Half-Witch, Half-Witch, how do I love thee? Let me count the ways.

*happy sigh*

Genuinely, though, I have no idea where or how I found this book. I can find no mention of it on my favourite book blogs, so presumably none of them recommended it to me. My friends have never heard of it. It appeared on none of the newsletters I subscribe to. Where did it come from? Did I just happen to stumble through the wardrobe while browsing Amazon and come upon it by pure chance? Did I wake up one morning with it already waiting for me on my ereader? Did the Pixie Queen descend from on high in her dolphin-drawn clamshell-carriage and present it to me, then wipe my memory?

I have no clue. And that air of mystery and subtle magic is perfect appropriate, because I'm not sure I've ever read anything so...so...

Words fail me.

In a lot of ways, Half-Witch reminds me of Catherynne Valente's The Girl Who Circumnavigated Fairyland in a Ship of Her Own Making, and if you've ever been subject to my impassioned do you have time to talk about our lady and saviour Catherynne M Valente rhapsody, you'll know that's high praise indeed. There's some stylistic differences - Half-Witch is written in third-person, Girl has an omniscient narrator talking directly to the reader, and Valente's September is far more like Strix than she is Lizbet, Half-Witch's main character - but in some fundamental ways they're very similar. They're both allegedly middle-grade books that are deep and clever and beautiful enough to gut-punch adults too (maybe even gut-punch adults harder than they do younger readers); they both follow young girls discovering they can be (or already are) far more than they thought they could be. They both read like fairytales for the modern age, capturing some elusive, ancient, indescribably mythopoeic quality while telling stories that are like nothing you've ever come across before. They're both pure magic.

But Half-Witch is darker. Not so dark that I wouldn't give it to my little sister - I plan on putting a copy in her hands the first chance I get - but dark enough that I might have hesitated to give it to her a few years ago. And - I think this is important - dark enough to be exactly what I needed right now.

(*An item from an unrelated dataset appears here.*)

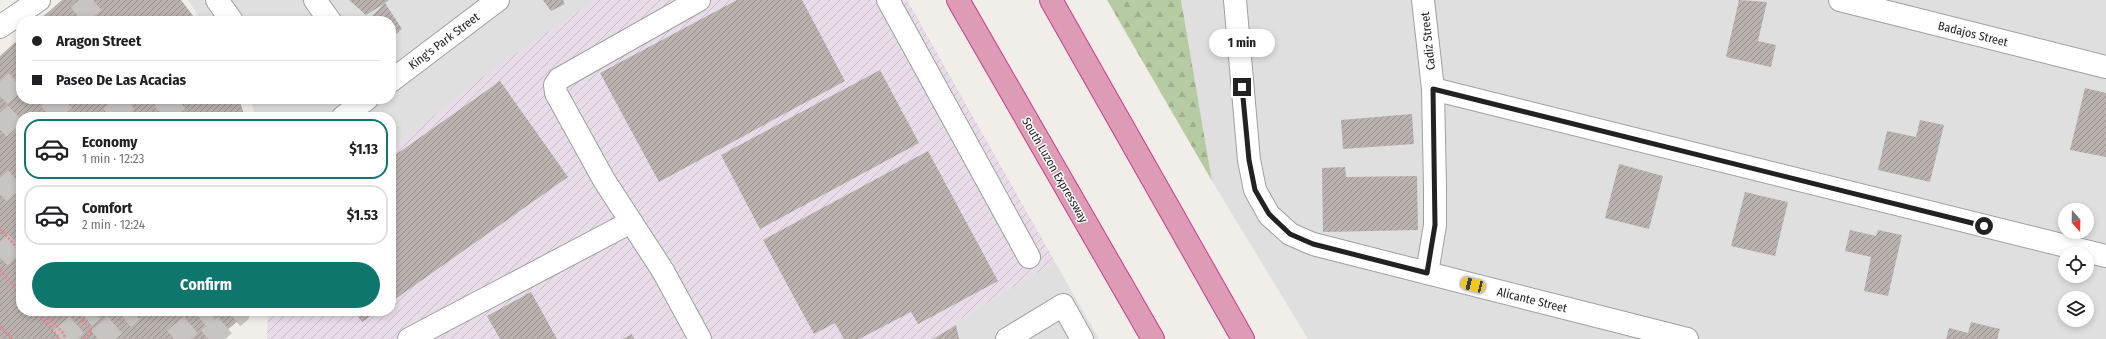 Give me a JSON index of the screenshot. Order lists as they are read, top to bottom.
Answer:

I love Valente and I always will; I will never stop loving her Fairyland series. And it's not that her Fairyland doesn't have its own painful revelations too. But...Half-Witch is the book I needed right now. It's a fairytale for those of us who are tired and bruised inside and can't face, at the moment, the stories that sparkle and glitter. I don't know how to put this without sounding like Fairyland is anything but the rich and complex series it is. Fairyland is not fluffy. But it's too obviously bright and hopeful and full of wonder for me to take when I don't have the strength to believe in it. When I'm tired and hurting and can't figure out how to wash the cynicism from my eyes.

That's where Half-Witch comes in. Because it's not a depressing book. Not at all! But it is a story I could trust, and follow, and believe in, all the way through the darkness and out the other side. It's a story that, honestly, almost tricks you into feeling hope again, believing in the world again. It's a story that acknowledges and doesn't flinch away from how unbelievably awful and terrifying things can be, how low you can fall, how hopeless everything can sometimes seem - and then shows you how to grit your teeth and snarl and fight your way back up, not with violence but with the sheer, teeth-bared determination to be good, and do good, and make things right. It's a story that reminds us that goodness is not bloodless, but neither is it bloodthirsty. It's a story about learning to be brave, and clever, and standing up for yourself and your friends; about being terrified beyond belief and Doing It Anyway.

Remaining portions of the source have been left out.